Sulle potenzialità nella spumantizzazione, non possono esserci dubbi: sembra che l’Erbamat possieda una vocazione genetica per creare una virtuosa osmosi con le bolle. La sua personalità è però talmente forte che dovrebbe creare benevolo allarme per il Consorzio che ha limitato al 10% il suo apporto per “preservare le caratteristiche del Franciacorta”: ebbene, dopo averne assaggiato la base, possiamo affermare che anche una piccola percentuale di Erbamat sia in grado di stravolgere, positivamente, ogni blend franciacortino. La complessità ancestrale di Erbamat zampilla di esuberanza sensoriale, al punto che lascerà certamente la propria impronta in qualsiasi assemblaggio.

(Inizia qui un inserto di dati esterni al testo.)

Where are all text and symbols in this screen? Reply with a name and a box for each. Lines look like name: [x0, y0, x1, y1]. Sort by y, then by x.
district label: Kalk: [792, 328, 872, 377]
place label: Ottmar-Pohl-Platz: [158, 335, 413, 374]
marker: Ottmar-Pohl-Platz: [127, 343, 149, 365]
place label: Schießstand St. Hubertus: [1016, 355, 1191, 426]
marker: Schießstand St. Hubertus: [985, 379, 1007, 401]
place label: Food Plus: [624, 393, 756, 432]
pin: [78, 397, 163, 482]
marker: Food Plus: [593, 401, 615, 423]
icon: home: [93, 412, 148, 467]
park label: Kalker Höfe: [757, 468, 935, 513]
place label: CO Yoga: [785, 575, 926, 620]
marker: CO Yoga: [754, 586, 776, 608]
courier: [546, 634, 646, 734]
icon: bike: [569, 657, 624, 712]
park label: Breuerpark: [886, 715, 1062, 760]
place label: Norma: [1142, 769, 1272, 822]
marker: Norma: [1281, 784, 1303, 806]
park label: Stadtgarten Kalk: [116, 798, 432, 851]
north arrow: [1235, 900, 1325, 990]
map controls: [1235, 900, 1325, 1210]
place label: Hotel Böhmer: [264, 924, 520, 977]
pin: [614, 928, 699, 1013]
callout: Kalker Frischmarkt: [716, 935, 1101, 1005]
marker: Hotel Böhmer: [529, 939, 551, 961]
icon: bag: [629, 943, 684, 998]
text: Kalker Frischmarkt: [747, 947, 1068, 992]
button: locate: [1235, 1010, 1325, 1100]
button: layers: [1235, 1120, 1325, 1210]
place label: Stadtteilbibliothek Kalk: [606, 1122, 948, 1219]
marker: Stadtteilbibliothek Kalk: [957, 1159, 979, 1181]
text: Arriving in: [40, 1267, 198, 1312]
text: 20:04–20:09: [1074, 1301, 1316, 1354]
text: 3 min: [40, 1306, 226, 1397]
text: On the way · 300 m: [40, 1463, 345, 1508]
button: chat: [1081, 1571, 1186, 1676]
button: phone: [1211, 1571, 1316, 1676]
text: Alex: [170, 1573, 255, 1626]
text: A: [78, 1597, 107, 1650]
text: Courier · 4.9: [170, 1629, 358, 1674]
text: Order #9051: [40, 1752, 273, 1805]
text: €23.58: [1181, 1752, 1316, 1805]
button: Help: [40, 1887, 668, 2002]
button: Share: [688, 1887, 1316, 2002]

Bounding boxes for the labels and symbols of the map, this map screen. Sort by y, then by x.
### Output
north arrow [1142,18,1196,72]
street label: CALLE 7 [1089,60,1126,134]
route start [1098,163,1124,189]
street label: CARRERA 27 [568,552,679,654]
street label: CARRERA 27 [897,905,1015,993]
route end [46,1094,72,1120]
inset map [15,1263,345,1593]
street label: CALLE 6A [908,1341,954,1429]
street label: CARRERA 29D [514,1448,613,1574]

La speranza però è di potere assaggiare i vini di questo vitigno in tutte le possibili declinazioni, spumantizzato in purezza ma anche fermo, perché le potenzialità appaiono molteplici ed estremamente promettenti.
Abbiamo chiesto ad Arturo Ziliani di esprimerci le sue considerazioni sull’Erbamat e di approfondirne le caratteristiche: lo ha fatto davanti alla nostra telecamera nel video che segue.
Dal punto di vista della comunicazione, l’Erbamat consentirà alla Franciacorta di cavalcare il montante fenomeno mediatico degli autoctoni, pur senza snaturare l’immagine scintillante di sé che il Consorzio ha costruito in questi anni. Il carico di storia agricola, archeo-botanica e memoria antropologica dell’Erbamat sarà anche un enorme valore da spendere sul piano del vantaggio reputazionale nei confronti dei competitor: nessuna realtà assimilabile alla Franciacorta può vantare un simile recupero, quindi se il Consorzio punterà su un’auspicabile campagna di promozione del nuovo-vecchio vitigno, ossimoro di assoluta singolarità, creerà una voragine con gli altri ambiti spumantistici nazionali, nessuno dei quali al momento ha una tale narrazione da potere spendere.
La vicenda dell’Erbamat fa venire in mente la potente immagine di un episodio della turbolenta vita del citato conte Lana, intento a cavalcare un cavallo ma montandolo al contrario nell’atto di sfidare in velocità uno dei primi treni, intendendo in questo modo sbeffeggiare il progresso tecnologico rappresentato dal cavallo di ferro. In fondo, simbolicamente, il conte in sella al cavallo nella postura contraria a quella abituale, rende l’icona di chi si gira a rimirare ciò che si trova alle sue spalle, come se rivolgesse lo sguardo al suo passato, a ciò che lo ha preceduto, senza però interrompere la sua gloriosa cavalcata in avanti verso nuovi traguardi. Vale lo stesso per l’operazione Erbamat del Franciacorta: un modo di volgere lo sguardo a ciò che ha offerto il territorio nel passato remoto, per rendere ancora più eccitante la corsa verso il futuro.
E nel titolo di un comunicato della Guido Berlucchi, l’azienda si chiedeva proprio se l’Erbamat “sarà l’uva del futuro in Franciacorta?”: la risposta è che quel futuro è già iniziato e se punterà ancora di più su questo commovente vitigno autoctono bresciano, sarà sempre più radioso.